### TASK ITEM
No pictures belong in the copy. Restate the rest of the data exactly.

### DATA FOR THE TASK
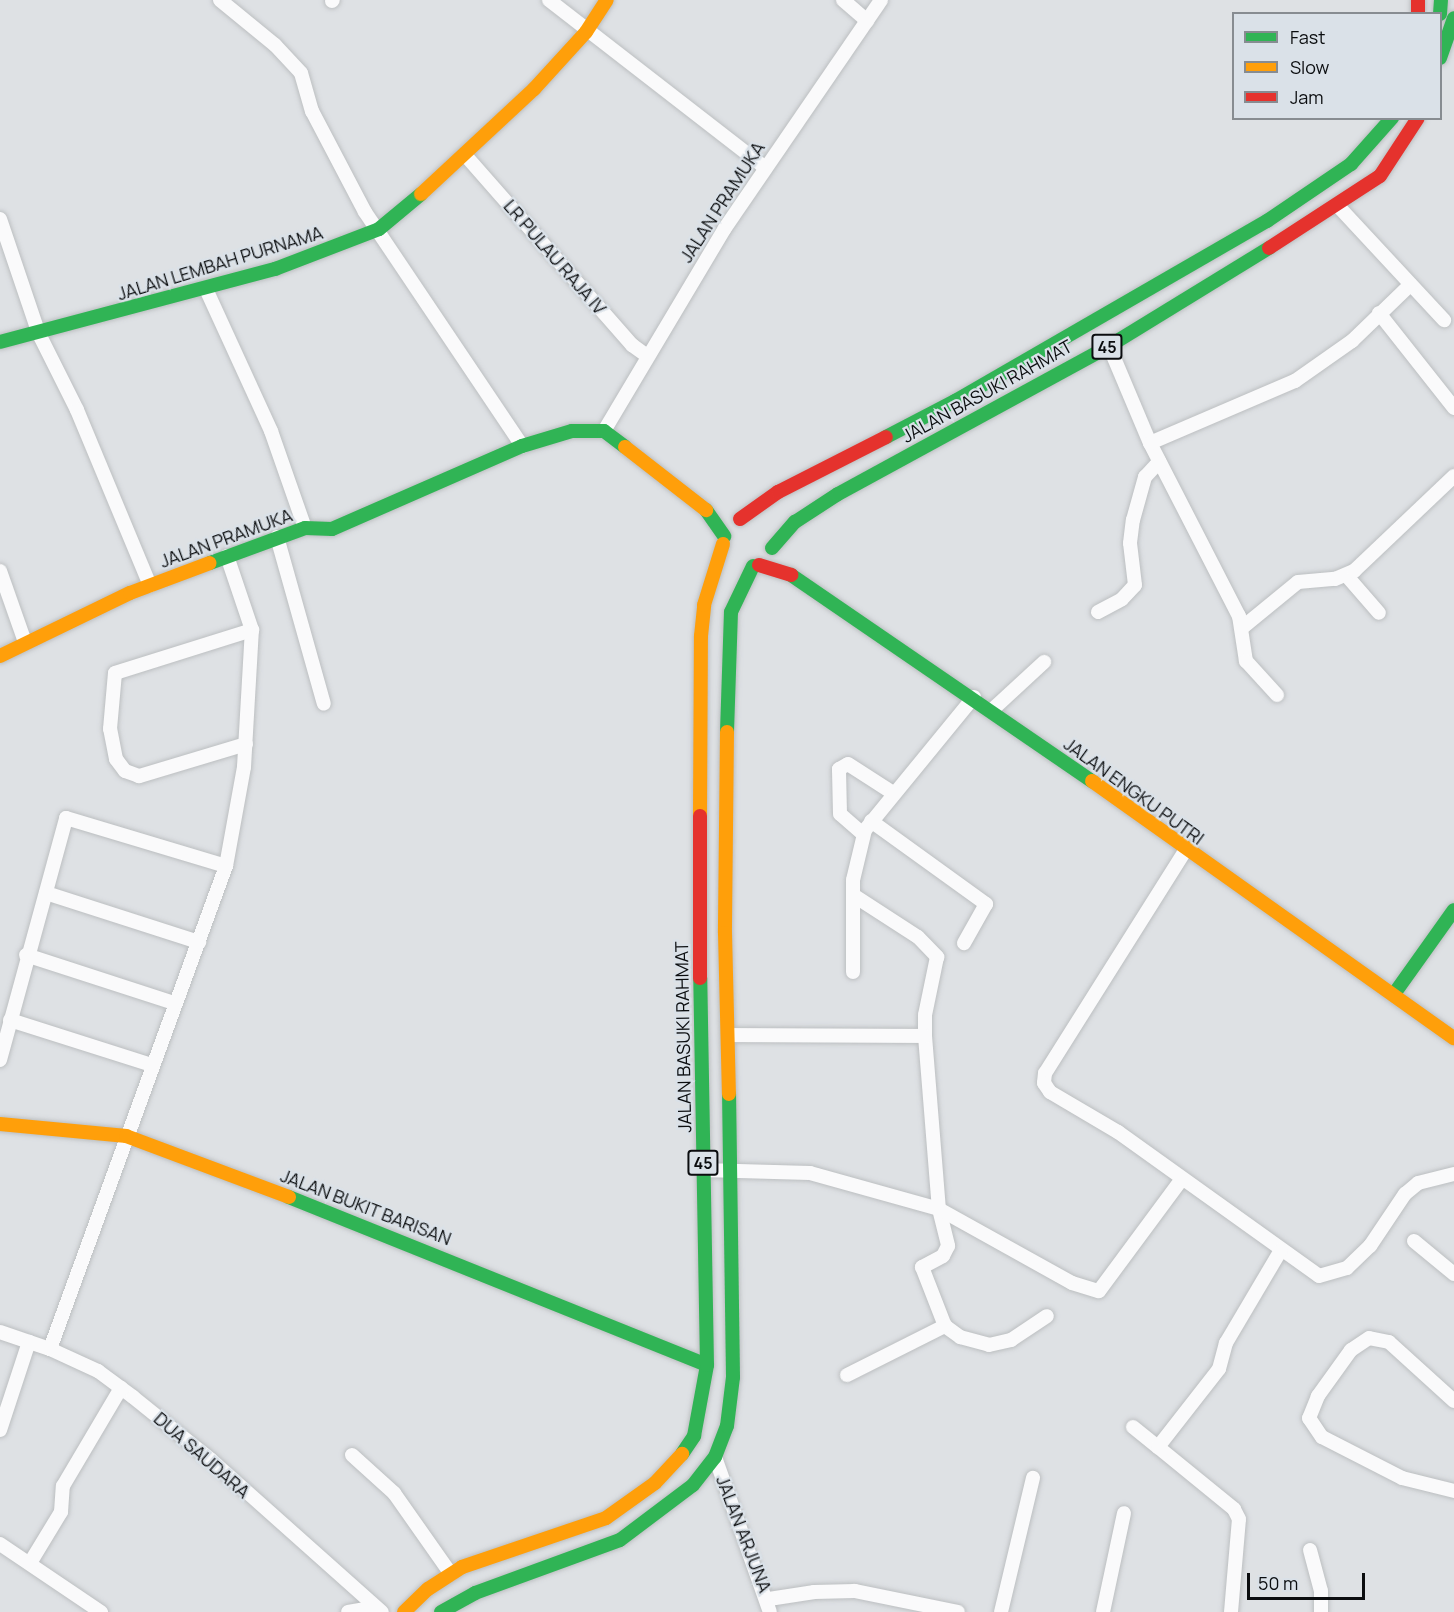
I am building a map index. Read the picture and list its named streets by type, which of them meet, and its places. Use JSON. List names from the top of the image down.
{
  "streets": {
    "main road": [
      "JALAN PRAMUKA",
      "JALAN LEMBAH PURNAMA",
      "45",
      "JALAN BASUKI RAHMAT",
      "JALAN ENGKU PUTRI",
      "JALAN BUKIT BARISAN"
    ],
    "street": ["LR PULAU RAJA IV", "DUA SAUDARA", "JALAN ARJUNA"]
  },
  "crossings": [
    ["JALAN PRAMUKA", "LR PULAU RAJA IV"],
    ["LR PULAU RAJA IV", "JALAN LEMBAH PURNAMA"],
    ["JALAN BASUKI RAHMAT", "JALAN BUKIT BARISAN"],
    ["JALAN BASUKI RAHMAT", "JALAN ARJUNA"]
  ],
  "legend": ["Fast", "Slow", "Jam"],
  "scale_bar": "50 m"
}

### SOLUTION TO THE EXERCISE
I am building a map index. Read the picture and list its named streets by type, which of them meet, and its places. Use JSON. List names from the top of the image down.
{
  "streets": {
    "main road": [
      "JALAN PRAMUKA",
      "JALAN LEMBAH PURNAMA",
      "45",
      "JALAN BASUKI RAHMAT",
      "JALAN ENGKU PUTRI",
      "JALAN BUKIT BARISAN"
    ],
    "street": ["LR PULAU RAJA IV", "DUA SAUDARA", "JALAN ARJUNA"]
  },
  "crossings": [
    ["JALAN PRAMUKA", "LR PULAU RAJA IV"],
    ["LR PULAU RAJA IV", "JALAN LEMBAH PURNAMA"],
    ["JALAN BASUKI RAHMAT", "JALAN BUKIT BARISAN"],
    ["JALAN BASUKI RAHMAT", "JALAN ARJUNA"]
  ],
  "legend": ["Fast", "Slow", "Jam"],
  "scale_bar": "50 m"
}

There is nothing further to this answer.